(Saved data entries)
——
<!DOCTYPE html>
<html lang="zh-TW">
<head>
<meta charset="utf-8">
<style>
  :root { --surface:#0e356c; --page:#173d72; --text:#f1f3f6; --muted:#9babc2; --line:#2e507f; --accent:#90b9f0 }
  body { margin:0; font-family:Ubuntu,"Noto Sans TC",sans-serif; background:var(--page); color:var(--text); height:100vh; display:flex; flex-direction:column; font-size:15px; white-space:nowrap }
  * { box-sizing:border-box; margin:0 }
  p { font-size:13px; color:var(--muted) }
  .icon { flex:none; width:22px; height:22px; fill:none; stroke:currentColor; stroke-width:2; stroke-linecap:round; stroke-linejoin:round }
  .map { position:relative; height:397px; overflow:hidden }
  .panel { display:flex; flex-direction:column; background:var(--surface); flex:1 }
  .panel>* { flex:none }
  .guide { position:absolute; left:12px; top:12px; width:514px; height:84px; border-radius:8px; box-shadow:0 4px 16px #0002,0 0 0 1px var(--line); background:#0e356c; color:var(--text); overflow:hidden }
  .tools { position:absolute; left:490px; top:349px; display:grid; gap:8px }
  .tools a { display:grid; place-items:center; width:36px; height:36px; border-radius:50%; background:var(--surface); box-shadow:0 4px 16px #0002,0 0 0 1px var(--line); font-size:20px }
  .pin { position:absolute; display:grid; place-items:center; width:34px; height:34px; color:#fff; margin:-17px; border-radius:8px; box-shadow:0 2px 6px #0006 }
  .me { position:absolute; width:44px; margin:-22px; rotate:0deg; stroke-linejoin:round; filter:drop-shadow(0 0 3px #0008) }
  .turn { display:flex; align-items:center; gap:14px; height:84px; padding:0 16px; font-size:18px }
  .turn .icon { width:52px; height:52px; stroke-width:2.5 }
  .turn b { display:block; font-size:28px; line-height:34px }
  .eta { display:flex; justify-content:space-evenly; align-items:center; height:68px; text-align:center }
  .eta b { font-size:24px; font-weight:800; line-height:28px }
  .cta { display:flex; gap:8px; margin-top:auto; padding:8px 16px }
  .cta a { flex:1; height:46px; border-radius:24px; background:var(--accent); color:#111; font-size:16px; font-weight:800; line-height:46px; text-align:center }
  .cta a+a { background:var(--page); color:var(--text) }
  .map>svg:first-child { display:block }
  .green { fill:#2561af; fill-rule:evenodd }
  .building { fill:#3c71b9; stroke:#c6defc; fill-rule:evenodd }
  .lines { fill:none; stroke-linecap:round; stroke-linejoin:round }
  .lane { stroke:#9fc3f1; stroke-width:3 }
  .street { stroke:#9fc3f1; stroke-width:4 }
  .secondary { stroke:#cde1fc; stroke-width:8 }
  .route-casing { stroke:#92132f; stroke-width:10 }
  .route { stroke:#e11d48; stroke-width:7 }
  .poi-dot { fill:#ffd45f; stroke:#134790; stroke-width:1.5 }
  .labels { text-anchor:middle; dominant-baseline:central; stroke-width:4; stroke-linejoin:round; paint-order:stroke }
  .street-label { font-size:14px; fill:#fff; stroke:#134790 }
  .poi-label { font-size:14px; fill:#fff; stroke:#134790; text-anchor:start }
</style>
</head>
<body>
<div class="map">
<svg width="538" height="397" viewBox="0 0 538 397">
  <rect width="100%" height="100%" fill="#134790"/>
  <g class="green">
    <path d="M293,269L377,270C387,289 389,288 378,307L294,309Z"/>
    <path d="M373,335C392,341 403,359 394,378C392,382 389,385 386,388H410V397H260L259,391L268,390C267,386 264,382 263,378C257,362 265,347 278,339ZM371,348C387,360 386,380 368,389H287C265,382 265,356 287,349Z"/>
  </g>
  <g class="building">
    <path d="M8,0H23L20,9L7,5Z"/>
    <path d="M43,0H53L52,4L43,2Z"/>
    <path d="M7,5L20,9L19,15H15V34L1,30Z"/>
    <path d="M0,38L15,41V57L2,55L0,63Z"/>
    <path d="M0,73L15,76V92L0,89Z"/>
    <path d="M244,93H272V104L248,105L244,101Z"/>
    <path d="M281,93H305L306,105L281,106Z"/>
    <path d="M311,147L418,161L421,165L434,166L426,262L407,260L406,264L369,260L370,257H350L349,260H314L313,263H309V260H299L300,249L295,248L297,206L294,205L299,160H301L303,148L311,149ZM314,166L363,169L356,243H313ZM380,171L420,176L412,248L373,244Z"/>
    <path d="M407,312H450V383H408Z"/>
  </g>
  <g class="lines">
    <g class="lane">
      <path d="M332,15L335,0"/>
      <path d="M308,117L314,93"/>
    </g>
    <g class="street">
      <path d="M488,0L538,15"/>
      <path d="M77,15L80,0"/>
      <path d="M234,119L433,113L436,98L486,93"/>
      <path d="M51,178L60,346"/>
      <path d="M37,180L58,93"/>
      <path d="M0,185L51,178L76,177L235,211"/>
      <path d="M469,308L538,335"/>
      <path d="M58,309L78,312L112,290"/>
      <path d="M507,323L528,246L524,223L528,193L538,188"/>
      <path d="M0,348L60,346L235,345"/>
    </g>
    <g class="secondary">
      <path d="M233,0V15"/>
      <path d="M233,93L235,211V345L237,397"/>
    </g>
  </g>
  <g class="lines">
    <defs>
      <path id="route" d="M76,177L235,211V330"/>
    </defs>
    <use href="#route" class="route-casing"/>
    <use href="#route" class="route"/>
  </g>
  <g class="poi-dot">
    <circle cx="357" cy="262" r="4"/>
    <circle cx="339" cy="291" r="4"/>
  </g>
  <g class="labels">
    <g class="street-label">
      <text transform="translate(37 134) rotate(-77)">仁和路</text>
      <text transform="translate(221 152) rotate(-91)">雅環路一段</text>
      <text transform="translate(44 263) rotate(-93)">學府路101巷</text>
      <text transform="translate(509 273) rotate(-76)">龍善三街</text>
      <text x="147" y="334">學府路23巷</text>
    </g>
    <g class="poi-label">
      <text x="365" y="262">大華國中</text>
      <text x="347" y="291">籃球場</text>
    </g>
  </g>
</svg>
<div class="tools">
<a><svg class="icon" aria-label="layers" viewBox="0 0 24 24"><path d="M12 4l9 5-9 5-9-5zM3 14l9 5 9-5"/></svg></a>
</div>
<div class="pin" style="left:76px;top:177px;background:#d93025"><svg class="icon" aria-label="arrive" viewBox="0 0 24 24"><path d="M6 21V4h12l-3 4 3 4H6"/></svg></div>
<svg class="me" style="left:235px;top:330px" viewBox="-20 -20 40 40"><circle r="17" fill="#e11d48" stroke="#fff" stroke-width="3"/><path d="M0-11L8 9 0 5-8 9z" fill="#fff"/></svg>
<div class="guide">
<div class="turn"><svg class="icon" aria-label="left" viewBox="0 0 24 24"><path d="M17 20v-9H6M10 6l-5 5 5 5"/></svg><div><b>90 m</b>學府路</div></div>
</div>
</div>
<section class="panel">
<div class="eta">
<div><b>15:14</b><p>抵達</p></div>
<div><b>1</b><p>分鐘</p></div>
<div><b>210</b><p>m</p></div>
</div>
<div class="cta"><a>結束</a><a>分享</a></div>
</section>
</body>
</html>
——
What is expected
Print, without alteration, only the lines above between the one holding "flex:1; height:46px; border-radius:24px;" and the one holding "fill:none; stroke-linecap:round; stroke-linejoin:round", inclusive.

Written response
  .cta a { flex:1; height:46px; border-radius:24px; background:var(--accent); color:#111; font-size:16px; font-weight:800; line-height:46px; text-align:center }
  .cta a+a { background:var(--page); color:var(--text) }
  .map>svg:first-child { display:block }
  .green { fill:#2561af; fill-rule:evenodd }
  .building { fill:#3c71b9; stroke:#c6defc; fill-rule:evenodd }
  .lines { fill:none; stroke-linecap:round; stroke-linejoin:round }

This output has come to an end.